Poe calls for transparency amid gov’t deal with Chinese firms
In what may well test President Rodrigo Duterte’s freedom of information (FOI) directive in the executive branch, Sen. Grace Poe on Wednesday said the public “can and should” demand government’s transparency on state-funded projects tapping Chinese firms with a history of fraud.
Poe, chair of the Senate committee on public services which handles transportation concerns, said corruption allegations were “red flags” that should caution government in dealing with the firms, and that contracts should be reviewed before being finalized.
“In all cases where the use of public funds is involved, the principles of transparency and accountability should be upheld. Allegations of corruption by contractors are red flags that should caution us in our dealings with them,” Poe said in a statement.
“It is imperative that all infrastructure project contracts being contemplated by the government should be scrutinized before they are consummated, to ensure that they are not disadvantageous to the country,” she said.

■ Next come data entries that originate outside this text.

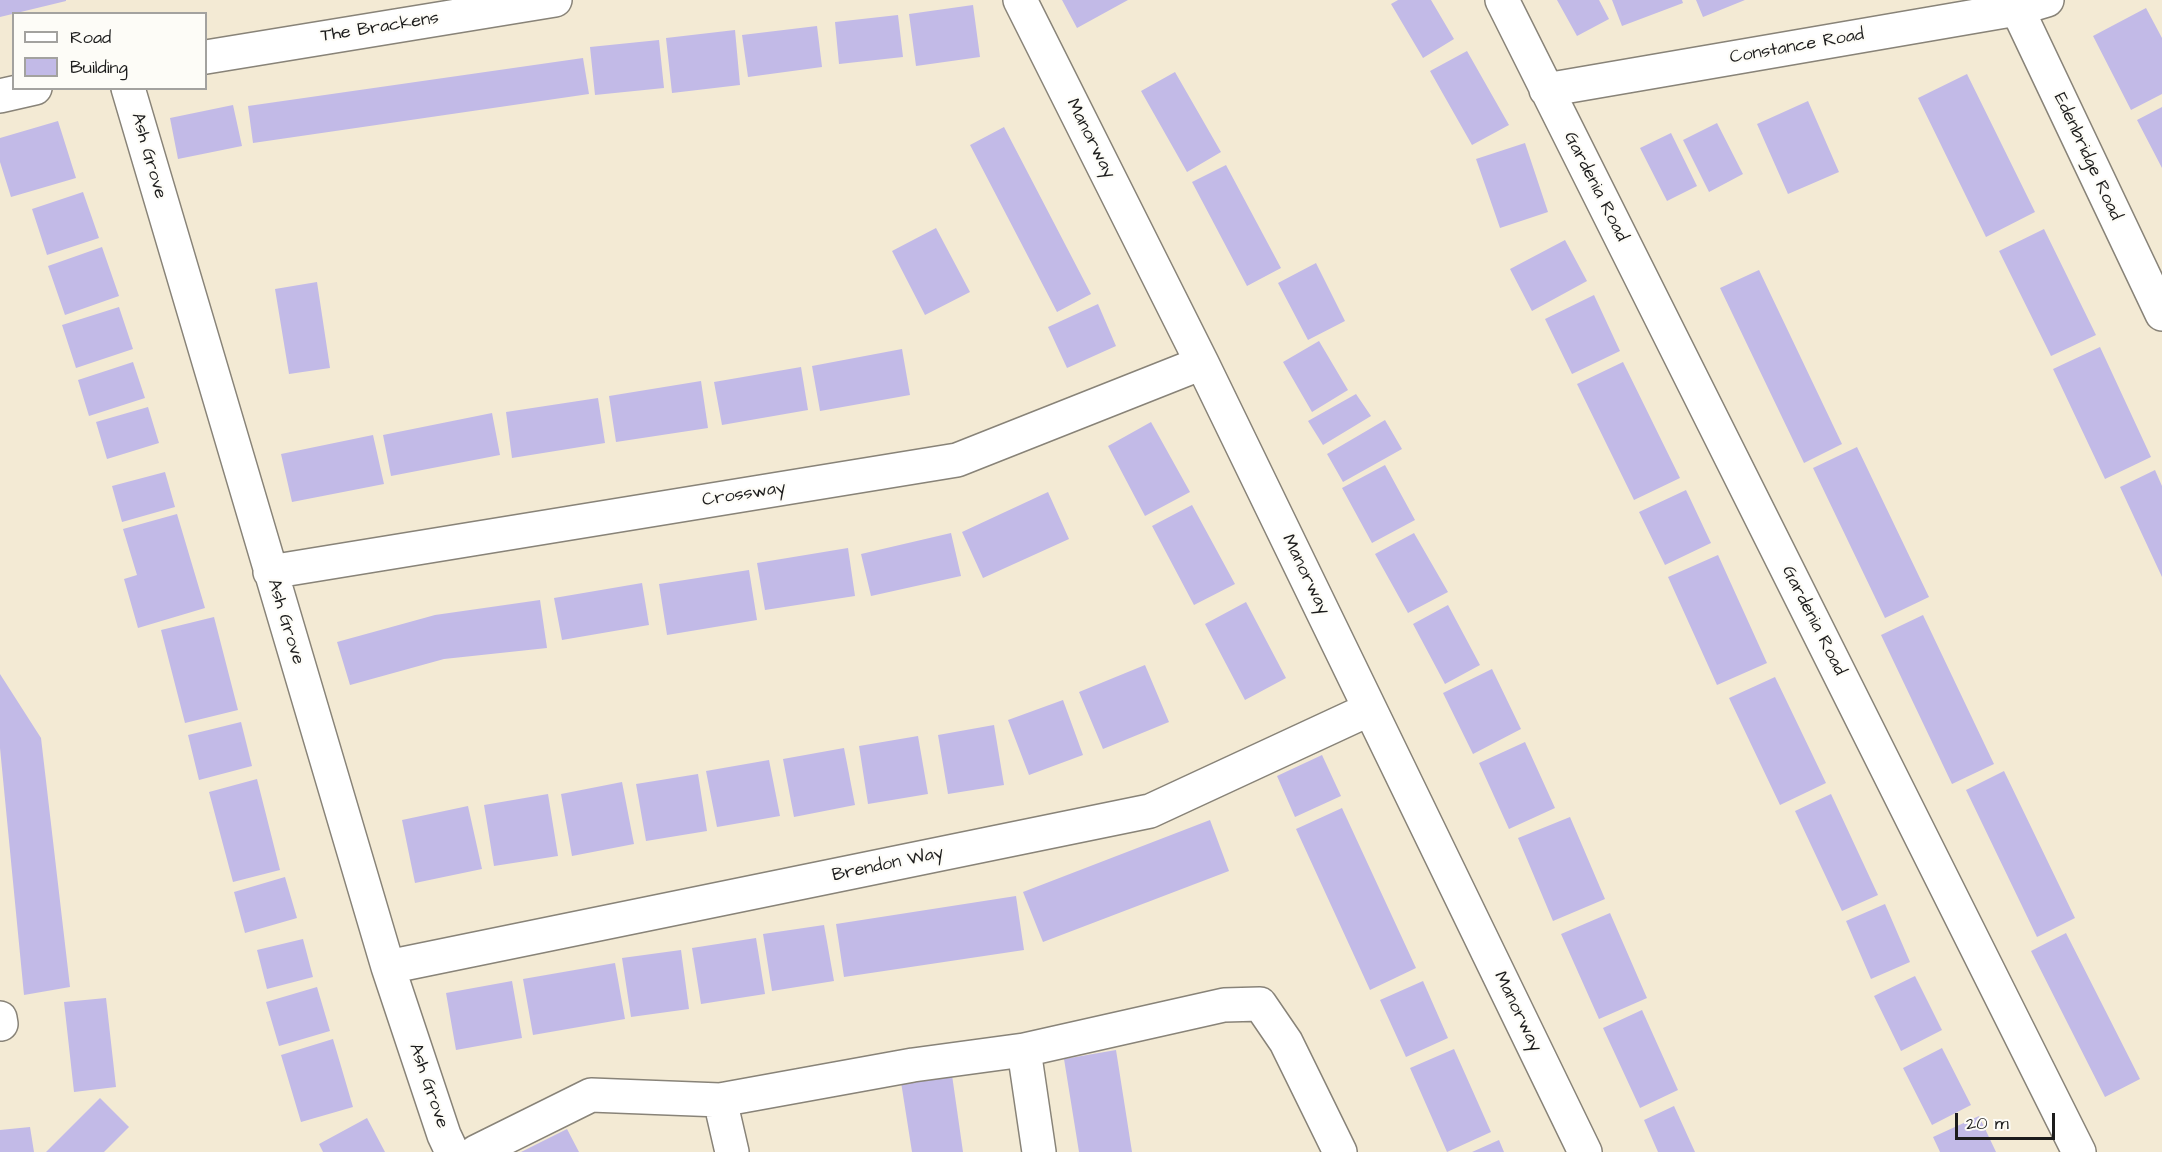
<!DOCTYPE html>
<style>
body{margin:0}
#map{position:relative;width:2162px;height:1152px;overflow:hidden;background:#f3ead4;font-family:"Architects Daughter",sans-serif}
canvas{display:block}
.legend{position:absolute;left:12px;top:12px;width:195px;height:78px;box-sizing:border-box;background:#fdfcf7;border:2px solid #a3a29f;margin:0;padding:8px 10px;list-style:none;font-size:18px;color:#1c1c1c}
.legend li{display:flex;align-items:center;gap:12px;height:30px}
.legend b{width:30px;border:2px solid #a3a29f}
.scale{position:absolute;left:1955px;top:1113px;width:100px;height:27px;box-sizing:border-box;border:3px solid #1c1c1c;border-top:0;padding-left:8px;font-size:18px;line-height:21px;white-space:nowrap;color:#1c1c1c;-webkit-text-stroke:4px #fdfcf7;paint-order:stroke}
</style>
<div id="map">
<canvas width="2162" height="1152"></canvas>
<ul class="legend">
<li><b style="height:8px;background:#fff"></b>Road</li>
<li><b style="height:16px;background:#c2bae7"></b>Building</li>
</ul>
<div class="scale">20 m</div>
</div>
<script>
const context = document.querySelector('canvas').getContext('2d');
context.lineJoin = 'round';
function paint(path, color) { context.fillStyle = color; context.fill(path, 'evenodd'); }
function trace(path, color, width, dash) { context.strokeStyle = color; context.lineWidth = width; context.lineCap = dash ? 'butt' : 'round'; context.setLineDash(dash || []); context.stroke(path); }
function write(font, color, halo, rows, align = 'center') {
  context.font = font + ' "Architects Daughter",sans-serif'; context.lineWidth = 4.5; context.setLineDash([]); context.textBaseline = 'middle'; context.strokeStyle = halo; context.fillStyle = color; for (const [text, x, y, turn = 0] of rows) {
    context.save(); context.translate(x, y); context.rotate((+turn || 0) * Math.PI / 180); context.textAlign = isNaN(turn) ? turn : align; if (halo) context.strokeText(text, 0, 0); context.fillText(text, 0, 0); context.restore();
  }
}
paint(new Path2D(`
 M0 0H66V1L0 17Z
 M1062 0H1128L1077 28Z
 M1398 0H1431L1454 39 1423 58 1391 4Z
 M1557 0H1599L1609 19 1577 36Z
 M1612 0H1682L1683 3 1622 26Z
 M1696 0H1745L1703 17Z
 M973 5 980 57 916 66 909 14Z
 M2146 8 2162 38V94L2131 110 2093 36Z
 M898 15 903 57 839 64 835 22Z
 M817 26 822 67 748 77 742 35Z
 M735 30 740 85 672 93 666 38Z
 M659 40 664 88 595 95 590 47Z
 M1467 51 1509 125 1472 145 1430 71Z
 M583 58 589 94 253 143 248 106Z
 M1175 72 1221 152 1187 172 1141 91Z
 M1967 74 2035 212 1986 237 1918 98Z
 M1808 101 1839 172 1788 194 1757 124Z
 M233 105 242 146 178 159 170 118Z
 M2162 107V168L2137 120Z
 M58 121 76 178 11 197 0 162V138Z
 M1717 123 1743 174 1709 192 1683 140Z
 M1004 127 1091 294 1057 312 970 145Z
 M1671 133 1697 186 1667 201 1640 148Z
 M1525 143 1548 212 1500 228 1476 159Z
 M1226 165 1281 268 1247 286 1192 182Z
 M83 192 99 238 47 255 32 209Z
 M936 228 970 292 925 315 892 251Z
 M2044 229 2096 335 2051 356 1999 251Z
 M1565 240 1587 281 1532 311 1510 269Z
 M102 247 119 296 65 315 48 266Z
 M1316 263 1345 321 1308 340 1278 283Z
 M1759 270 1842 444 1804 463 1720 288Z
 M317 282 330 368 289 374 275 289Z
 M1594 295 1620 351 1572 374 1545 319Z
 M1098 304 1116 346 1067 368 1048 327Z
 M119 307 133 349 76 368 62 325Z
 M1319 341 1348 390 1312 412 1283 362Z
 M2100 347 2151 457 2105 479 2053 369Z
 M902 349 910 395 820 411 812 366Z
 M133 362 145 398 89 416 78 380Z
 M1623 362 1680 478 1634 500 1577 384Z
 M801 367 808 410 722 425 714 382Z
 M701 381 708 428 616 442 609 396Z
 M1356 394 1371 416 1323 445 1308 421Z
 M598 398 605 443 512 458 506 412Z
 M148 407 159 443 107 459 96 422Z
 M492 413 500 455 391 476 383 435Z
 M1385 420 1402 449 1343 482 1327 454Z
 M1151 422 1190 492 1145 516 1108 446Z
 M373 435 384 484 292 502 281 454Z
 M1857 447 1929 597 1885 618 1813 468Z
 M1385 465 1415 520 1372 543 1342 488Z
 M2155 470 2162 486V577L2120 487Z
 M165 472 175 507 122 522 112 486Z
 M1686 490 1711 543 1665 565 1639 512Z
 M1048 492 1069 539 983 578 962 532Z
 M1192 505 1235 584 1194 605 1152 526Z
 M177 514 205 608 138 628 124 579 137 575 123 529Z
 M951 533 961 576 871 596 861 554Z
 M1414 533 1448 592 1408 613 1375 554Z
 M848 548 855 596 765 610 757 563Z
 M1718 555 1767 663 1717 685 1668 577Z
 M749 570 757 620 667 635 659 584Z
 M642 583 649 625 562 640 554 598Z
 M540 600 547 648 444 659 350 685 337 642 435 615Z
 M1246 602 1286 678 1245 700 1205 624Z
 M1448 605 1480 665 1445 684 1413 624Z
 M1923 615 1994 764 1952 784 1881 635Z
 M214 617 238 710 185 723 161 630Z
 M1145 665 1169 722 1103 749 1079 692Z
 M1492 669 1521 729 1473 754 1443 693Z
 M0 674 41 738 70 987 24 995 0 748Z
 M1775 677 1826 783 1780 805 1729 698Z
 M1063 700 1083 755 1029 775 1008 720Z
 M241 722 252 766 199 780 188 735Z
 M994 725 1004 785 948 794 938 735Z
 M918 736 928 794 868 804 859 746Z
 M1525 742 1555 808 1509 829 1479 763Z
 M844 748 855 805 794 817 783 759Z
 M1322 755 1341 796 1295 817 1277 776Z
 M769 760 780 816 717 827 706 771Z
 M2004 771 2075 918 2037 937 1966 790Z
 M698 774 707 831 646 841 636 784Z
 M257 779 280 870 233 882 209 792Z
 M622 782 634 844 572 856 561 794Z
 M548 794 558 856 494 866 484 805Z
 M1831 794 1878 895 1842 911 1795 811Z
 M468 806 482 869 415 883 402 820Z
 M1342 808 1416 968 1370 990 1296 829Z
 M1570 817 1605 899 1553 921 1518 838Z
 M1210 820 1229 871 1043 942 1023 892Z
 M285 877 297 918 245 933 234 892Z
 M1016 896 1024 950 844 977 836 924Z
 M1885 904 1910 962 1871 979 1846 921Z
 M1610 913 1647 998 1599 1019 1561 934Z
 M824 925 834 981 772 991 763 934Z
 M2066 933 2140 1079 2105 1097 2031 951Z
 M756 938 765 994 701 1004 692 948Z
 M303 939 313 977 267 989 257 950Z
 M681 950 689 1009 631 1017 622 958Z
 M615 963 625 1019 533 1035 523 979Z
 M1915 976 1942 1030 1901 1051 1874 996Z
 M512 981 522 1038 456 1050 446 993Z
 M1423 981 1448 1038 1406 1057 1380 1000Z
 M317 987 330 1031 279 1046 266 1002Z
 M106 998 116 1087 74 1092 64 1002Z
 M1642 1010 1678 1090 1640 1108 1603 1028Z
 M333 1039 353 1107 301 1122 281 1055Z
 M1942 1048 1971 1105 1932 1125 1903 1068Z
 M1454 1049 1491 1132 1447 1152 1410 1068Z
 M1116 1050 1132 1152H1079L1064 1059Z
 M952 1075 963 1152H912L901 1082Z
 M100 1098 129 1127 104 1152H46Z
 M1674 1106 1695 1152H1658L1644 1120Z
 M1979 1116 1996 1152H1940L1933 1137Z
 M367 1118 385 1152H323L319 1144Z
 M30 1127 34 1152H0V1130Z
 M567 1129 579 1152H521Z
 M1499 1140 1504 1152H1472Z`), '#c2bae7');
const minor = new Path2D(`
 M1020 0 1202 363 1585 1152
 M1502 0 2079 1152
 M2013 0 2162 314
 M206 57 555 0
 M128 88 388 967 444 1135 452 1152
 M1546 90 2017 9 2047 0
 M0 96 35 88
 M270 572 957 460 1202 363
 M388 967 1150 811 1370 709
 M0 1018 1 1024
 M1024 1050 1039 1152
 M720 1100 732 1152
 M476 1152 591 1095 720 1100 913 1065 1024 1050 1224 1005 1260 1004 1286 1042 1340 1152`);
trace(minor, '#888378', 36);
trace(minor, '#fff', 33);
write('18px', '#1c1c1c', '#fdfcf7', [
 ["The Brackens",380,28,-9],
 ["Constance Road",1797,47,-10],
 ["Manorway",1090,139,63],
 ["Ash Grove",148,156,74],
 ["Edenbridge Road",2087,157,65],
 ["Gardenia Road",1595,187,63],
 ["Crossway",744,495,-9],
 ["Manorway",1305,575,64],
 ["Gardenia Road",1813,621,63],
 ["Ash Grove",285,622,73],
 ["Brendon Way",888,865,-12],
 ["Manorway",1517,1012,64],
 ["Ash Grove",428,1086,71]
]);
</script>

Poe, chiefly behind the push for an FOI law to cover the entire bureaucracy, said the public may seek information about the fishy contracts with Chinese firms already banned by the World Bank for fraudulent practices and those involved in reclamation activities in the South China Sea, where Beijing and Manila have an unresolved dispute.
“Executive Order No. 2 on Freedom of Information includes in its definition of ‘information,’ any contract in connection with the government. With this, we can and should demand for transparency from the DPWH and require them to upload this on their website,” Poe said.
“Ultimately, the Filipino taxpayers will have to shoulder the contractual obligations undertaken by government. Hence, it is only fair that we give the people the opportunity to look into the details of these contracts prior to their consummation,” she said.
Sen. Sherwin Gatchalian meanwhile said the Chinese firms must ensure compliance with local business laws.
“We have our own laws and procedures that any company, whether foreign or local, should adhere to. These laws and procedures are designed to stop corruption and promote transparency. These foreign companies should make sure they follow our laws to the letter when they conduct business in our country,” he said.
Subsidiaries of the China Communication Construction Co. (CCCC), a firm sanctioned by the World Bank for fraudulent practices in 2011, are known to have been contracted for major infrastructure projects under the Duterte administration.
These include the China Road and Bridge Corp. (CRBC), which itself has been barred from participating in WB contracts since 2009 for the questionable bidding of a roads improvement project in the Philippines.
Also in the Philippine contracts are the China Harbour Engineering Co. Ltd. and CCCC Dredging Co., which are said to be involved in reclamation activities in the South China Sea.